▶ _Work request_
Write out exactly the lines from the start of the entries through the one that contains "display:flex; gap:10px; margin-top:auto;", including both.

(Stored data entries)
BEGIN

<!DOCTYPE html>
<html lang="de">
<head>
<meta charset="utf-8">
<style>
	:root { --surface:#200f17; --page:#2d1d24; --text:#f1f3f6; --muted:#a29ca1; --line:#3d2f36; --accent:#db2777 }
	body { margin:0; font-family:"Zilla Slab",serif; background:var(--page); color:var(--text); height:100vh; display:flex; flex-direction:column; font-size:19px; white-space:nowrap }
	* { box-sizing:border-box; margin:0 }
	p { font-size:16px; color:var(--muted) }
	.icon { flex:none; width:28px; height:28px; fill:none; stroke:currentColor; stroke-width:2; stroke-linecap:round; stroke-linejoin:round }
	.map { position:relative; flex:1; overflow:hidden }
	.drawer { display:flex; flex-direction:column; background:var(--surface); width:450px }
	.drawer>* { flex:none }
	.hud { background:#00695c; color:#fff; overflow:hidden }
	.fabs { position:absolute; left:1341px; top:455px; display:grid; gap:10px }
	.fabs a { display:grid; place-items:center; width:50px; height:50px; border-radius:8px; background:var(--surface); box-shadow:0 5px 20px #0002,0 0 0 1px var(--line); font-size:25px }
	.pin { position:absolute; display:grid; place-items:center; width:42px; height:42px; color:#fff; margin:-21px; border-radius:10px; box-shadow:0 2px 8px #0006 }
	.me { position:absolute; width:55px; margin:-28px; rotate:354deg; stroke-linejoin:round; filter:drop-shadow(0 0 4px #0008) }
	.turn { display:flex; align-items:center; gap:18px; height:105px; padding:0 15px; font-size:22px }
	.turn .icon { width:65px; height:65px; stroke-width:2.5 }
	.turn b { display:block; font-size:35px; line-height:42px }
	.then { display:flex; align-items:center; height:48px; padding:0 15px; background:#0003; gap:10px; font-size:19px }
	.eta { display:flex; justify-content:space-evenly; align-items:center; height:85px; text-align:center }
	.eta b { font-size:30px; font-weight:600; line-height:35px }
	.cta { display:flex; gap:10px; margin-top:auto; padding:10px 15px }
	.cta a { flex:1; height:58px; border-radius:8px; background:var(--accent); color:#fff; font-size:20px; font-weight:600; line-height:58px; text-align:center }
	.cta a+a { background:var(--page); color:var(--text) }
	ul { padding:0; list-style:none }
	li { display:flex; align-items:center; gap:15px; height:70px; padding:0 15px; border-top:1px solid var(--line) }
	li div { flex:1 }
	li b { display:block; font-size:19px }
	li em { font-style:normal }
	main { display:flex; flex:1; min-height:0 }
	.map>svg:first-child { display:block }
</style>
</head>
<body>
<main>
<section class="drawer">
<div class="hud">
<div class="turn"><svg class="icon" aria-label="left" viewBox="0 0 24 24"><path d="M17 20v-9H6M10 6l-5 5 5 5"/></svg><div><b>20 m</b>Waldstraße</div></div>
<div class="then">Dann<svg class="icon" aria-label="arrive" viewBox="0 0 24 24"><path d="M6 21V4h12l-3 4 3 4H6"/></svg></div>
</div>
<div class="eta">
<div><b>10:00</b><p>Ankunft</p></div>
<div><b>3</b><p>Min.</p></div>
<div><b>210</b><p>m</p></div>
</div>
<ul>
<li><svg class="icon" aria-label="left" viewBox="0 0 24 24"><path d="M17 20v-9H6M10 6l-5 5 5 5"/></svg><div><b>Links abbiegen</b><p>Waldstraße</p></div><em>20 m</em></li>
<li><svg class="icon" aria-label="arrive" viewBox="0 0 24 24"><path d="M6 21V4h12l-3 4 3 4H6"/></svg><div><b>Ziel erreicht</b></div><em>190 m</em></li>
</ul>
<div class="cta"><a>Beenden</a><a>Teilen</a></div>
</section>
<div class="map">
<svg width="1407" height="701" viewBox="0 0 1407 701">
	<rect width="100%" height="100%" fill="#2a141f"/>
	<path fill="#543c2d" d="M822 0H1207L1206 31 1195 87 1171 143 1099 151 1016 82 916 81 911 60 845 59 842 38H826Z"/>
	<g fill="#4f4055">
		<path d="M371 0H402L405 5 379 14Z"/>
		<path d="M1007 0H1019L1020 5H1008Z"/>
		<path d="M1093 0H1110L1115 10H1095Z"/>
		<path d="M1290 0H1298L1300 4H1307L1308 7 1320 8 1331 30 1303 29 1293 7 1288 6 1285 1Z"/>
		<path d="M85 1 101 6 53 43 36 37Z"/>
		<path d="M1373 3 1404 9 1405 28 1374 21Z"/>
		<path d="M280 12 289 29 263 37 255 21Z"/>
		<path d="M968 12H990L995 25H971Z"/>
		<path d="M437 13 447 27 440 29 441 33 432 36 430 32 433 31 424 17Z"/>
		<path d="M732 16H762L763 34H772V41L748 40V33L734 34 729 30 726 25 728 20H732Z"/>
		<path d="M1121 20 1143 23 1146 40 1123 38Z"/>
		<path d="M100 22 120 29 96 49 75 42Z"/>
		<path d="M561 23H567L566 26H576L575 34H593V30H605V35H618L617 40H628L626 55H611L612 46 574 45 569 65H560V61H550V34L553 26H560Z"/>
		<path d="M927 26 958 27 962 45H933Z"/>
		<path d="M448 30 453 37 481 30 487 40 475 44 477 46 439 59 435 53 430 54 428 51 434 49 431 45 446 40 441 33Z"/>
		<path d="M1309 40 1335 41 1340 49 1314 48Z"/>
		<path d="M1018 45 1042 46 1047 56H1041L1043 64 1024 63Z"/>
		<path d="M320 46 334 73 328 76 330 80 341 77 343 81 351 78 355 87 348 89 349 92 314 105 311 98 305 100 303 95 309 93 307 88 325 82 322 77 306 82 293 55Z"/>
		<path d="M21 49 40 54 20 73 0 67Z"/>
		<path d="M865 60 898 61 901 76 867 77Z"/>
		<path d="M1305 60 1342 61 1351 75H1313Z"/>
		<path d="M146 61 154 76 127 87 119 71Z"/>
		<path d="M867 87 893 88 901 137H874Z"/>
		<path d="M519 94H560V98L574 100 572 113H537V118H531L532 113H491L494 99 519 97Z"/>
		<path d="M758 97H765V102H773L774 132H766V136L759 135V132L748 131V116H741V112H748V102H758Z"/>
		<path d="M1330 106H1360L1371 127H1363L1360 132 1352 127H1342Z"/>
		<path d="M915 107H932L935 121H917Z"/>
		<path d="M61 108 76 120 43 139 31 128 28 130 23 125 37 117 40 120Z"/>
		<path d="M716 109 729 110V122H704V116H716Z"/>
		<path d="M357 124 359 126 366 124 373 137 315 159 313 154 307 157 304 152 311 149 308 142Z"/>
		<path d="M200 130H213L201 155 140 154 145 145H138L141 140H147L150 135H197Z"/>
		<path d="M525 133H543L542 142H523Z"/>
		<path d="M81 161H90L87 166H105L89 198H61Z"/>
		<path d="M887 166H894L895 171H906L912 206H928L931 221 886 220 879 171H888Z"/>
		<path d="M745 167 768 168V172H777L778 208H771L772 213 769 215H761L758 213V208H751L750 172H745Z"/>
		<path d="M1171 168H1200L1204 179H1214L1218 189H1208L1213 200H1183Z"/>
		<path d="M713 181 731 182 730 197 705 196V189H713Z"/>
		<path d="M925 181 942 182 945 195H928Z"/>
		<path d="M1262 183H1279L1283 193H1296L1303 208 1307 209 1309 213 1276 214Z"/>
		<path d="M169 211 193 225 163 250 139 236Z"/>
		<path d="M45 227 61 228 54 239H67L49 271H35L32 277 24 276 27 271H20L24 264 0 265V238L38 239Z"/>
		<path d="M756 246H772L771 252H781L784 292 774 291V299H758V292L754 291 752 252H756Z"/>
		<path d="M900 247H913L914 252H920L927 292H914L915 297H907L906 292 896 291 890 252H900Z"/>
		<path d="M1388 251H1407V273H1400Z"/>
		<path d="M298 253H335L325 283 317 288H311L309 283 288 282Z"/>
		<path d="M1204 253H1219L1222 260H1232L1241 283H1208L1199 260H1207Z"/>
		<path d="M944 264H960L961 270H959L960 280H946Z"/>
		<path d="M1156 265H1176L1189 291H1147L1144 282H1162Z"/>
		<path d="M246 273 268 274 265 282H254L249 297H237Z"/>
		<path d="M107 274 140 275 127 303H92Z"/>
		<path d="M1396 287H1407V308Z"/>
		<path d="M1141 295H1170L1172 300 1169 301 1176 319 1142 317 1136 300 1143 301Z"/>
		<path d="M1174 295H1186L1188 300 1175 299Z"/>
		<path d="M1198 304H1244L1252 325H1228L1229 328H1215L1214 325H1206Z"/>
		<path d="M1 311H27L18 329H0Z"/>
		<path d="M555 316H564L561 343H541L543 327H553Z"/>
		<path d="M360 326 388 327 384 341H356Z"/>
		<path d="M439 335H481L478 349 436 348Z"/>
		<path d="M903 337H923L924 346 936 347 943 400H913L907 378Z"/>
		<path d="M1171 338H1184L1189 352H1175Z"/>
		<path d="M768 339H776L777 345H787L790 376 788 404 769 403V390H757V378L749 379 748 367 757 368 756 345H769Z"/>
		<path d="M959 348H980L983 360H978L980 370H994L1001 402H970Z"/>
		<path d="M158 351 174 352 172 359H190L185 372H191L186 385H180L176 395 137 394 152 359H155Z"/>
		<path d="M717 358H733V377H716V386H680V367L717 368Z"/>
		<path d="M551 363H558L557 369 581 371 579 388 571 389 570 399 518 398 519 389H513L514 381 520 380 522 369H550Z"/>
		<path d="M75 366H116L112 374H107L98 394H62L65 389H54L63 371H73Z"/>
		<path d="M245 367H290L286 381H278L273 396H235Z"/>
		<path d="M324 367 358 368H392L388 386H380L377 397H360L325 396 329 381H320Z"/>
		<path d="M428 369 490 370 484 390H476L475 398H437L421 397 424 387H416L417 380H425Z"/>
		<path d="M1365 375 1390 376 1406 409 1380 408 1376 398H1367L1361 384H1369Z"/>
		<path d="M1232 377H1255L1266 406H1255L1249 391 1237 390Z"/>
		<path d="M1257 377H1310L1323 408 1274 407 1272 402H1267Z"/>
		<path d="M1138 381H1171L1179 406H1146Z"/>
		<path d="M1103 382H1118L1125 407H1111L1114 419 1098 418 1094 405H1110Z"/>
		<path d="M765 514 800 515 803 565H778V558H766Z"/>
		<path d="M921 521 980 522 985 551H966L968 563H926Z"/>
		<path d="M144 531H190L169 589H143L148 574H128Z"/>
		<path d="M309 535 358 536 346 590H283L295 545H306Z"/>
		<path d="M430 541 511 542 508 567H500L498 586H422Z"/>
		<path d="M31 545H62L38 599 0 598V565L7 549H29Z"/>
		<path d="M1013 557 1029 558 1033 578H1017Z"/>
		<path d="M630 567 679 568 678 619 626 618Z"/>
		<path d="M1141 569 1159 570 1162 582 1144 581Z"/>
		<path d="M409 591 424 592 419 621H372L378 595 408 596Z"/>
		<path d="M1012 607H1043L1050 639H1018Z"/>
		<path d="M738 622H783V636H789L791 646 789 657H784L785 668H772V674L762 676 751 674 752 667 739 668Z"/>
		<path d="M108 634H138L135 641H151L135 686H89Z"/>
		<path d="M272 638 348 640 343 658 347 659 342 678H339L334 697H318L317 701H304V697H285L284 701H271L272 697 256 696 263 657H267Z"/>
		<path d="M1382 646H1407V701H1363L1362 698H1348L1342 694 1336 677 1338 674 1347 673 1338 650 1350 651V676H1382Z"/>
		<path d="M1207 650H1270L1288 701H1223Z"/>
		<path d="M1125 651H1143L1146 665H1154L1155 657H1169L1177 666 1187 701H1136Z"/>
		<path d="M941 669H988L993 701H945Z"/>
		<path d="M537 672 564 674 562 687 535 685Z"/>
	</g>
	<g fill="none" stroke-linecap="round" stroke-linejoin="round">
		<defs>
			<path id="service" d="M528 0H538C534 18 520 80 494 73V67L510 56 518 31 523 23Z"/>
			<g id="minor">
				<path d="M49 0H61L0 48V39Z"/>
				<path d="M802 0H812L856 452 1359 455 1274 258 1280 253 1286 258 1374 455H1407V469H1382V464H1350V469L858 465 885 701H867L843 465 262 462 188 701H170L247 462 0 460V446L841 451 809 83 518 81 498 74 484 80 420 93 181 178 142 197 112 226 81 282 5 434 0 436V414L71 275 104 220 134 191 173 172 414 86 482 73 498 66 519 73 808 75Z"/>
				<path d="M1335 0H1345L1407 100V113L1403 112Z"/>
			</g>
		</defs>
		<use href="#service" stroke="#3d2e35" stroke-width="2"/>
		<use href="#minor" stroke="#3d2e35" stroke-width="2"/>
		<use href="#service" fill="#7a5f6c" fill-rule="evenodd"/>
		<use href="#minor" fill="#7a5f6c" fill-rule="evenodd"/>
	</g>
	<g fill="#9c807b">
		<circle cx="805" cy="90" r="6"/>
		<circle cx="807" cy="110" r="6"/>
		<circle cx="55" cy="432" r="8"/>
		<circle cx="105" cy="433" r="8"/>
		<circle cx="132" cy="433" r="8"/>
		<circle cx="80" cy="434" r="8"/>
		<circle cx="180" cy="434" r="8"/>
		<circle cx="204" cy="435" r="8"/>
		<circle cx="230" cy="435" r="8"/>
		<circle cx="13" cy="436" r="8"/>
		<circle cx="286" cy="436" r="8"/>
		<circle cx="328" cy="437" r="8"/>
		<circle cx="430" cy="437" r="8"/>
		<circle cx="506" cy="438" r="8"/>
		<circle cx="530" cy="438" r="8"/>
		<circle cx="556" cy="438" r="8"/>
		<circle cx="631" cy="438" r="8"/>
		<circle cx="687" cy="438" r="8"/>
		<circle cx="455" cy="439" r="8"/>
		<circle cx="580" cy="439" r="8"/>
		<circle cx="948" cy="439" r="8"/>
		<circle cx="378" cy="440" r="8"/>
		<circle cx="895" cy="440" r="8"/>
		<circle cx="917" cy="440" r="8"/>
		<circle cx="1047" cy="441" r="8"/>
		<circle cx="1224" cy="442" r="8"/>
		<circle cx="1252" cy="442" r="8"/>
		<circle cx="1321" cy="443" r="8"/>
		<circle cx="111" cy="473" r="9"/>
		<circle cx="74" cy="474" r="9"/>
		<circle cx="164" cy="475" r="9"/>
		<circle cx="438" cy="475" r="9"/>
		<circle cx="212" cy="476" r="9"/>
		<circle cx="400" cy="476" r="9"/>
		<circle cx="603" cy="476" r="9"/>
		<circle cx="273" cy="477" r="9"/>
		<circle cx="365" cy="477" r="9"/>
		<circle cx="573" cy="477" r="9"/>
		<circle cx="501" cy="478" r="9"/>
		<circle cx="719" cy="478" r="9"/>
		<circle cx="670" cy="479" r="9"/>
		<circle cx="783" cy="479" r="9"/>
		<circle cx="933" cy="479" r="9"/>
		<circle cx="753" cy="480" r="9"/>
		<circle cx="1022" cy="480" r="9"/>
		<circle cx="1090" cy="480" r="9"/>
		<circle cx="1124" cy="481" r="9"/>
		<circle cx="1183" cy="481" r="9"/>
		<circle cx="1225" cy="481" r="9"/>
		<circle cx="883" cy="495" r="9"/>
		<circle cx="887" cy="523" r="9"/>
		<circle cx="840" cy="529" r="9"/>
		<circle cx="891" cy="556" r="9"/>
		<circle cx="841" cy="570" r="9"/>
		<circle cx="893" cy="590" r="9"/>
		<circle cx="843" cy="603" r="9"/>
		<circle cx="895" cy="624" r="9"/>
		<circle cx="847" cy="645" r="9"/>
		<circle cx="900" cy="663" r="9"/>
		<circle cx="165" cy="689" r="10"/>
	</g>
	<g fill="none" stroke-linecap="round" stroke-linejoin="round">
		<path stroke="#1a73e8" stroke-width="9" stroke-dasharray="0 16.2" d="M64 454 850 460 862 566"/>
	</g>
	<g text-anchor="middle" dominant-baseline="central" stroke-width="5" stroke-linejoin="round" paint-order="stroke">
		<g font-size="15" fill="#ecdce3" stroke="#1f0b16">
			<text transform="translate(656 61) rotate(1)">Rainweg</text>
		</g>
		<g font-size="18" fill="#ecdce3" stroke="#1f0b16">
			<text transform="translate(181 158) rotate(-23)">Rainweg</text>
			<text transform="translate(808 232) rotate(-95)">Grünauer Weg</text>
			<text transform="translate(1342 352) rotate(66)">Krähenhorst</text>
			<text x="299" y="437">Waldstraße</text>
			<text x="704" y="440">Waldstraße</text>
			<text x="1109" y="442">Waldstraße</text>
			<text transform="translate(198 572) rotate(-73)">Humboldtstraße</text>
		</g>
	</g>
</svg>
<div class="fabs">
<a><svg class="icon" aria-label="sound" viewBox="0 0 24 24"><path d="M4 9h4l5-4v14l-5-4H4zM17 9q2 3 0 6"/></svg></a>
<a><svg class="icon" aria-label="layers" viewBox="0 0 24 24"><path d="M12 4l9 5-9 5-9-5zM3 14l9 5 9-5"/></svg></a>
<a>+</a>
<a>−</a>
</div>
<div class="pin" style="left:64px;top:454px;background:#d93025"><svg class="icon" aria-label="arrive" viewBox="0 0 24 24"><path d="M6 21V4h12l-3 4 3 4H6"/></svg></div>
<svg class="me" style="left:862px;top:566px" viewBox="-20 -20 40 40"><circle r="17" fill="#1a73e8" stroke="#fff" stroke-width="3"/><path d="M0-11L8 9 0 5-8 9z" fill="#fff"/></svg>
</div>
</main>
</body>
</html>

END

▶ _Solution below_
<!DOCTYPE html>
<html lang="de">
<head>
<meta charset="utf-8">
<style>
	:root { --surface:#200f17; --page:#2d1d24; --text:#f1f3f6; --muted:#a29ca1; --line:#3d2f36; --accent:#db2777 }
	body { margin:0; font-family:"Zilla Slab",serif; background:var(--page); color:var(--text); height:100vh; display:flex; flex-direction:column; font-size:19px; white-space:nowrap }
	* { box-sizing:border-box; margin:0 }
	p { font-size:16px; color:var(--muted) }
	.icon { flex:none; width:28px; height:28px; fill:none; stroke:currentColor; stroke-width:2; stroke-linecap:round; stroke-linejoin:round }
	.map { position:relative; flex:1; overflow:hidden }
	.drawer { display:flex; flex-direction:column; background:var(--surface); width:450px }
	.drawer>* { flex:none }
	.hud { background:#00695c; color:#fff; overflow:hidden }
	.fabs { position:absolute; left:1341px; top:455px; display:grid; gap:10px }
	.fabs a { display:grid; place-items:center; width:50px; height:50px; border-radius:8px; background:var(--surface); box-shadow:0 5px 20px #0002,0 0 0 1px var(--line); font-size:25px }
	.pin { position:absolute; display:grid; place-items:center; width:42px; height:42px; color:#fff; margin:-21px; border-radius:10px; box-shadow:0 2px 8px #0006 }
	.me { position:absolute; width:55px; margin:-28px; rotate:354deg; stroke-linejoin:round; filter:drop-shadow(0 0 4px #0008) }
	.turn { display:flex; align-items:center; gap:18px; height:105px; padding:0 15px; font-size:22px }
	.turn .icon { width:65px; height:65px; stroke-width:2.5 }
	.turn b { display:block; font-size:35px; line-height:42px }
	.then { display:flex; align-items:center; height:48px; padding:0 15px; background:#0003; gap:10px; font-size:19px }
	.eta { display:flex; justify-content:space-evenly; align-items:center; height:85px; text-align:center }
	.eta b { font-size:30px; font-weight:600; line-height:35px }
	.cta { display:flex; gap:10px; margin-top:auto; padding:10px 15px }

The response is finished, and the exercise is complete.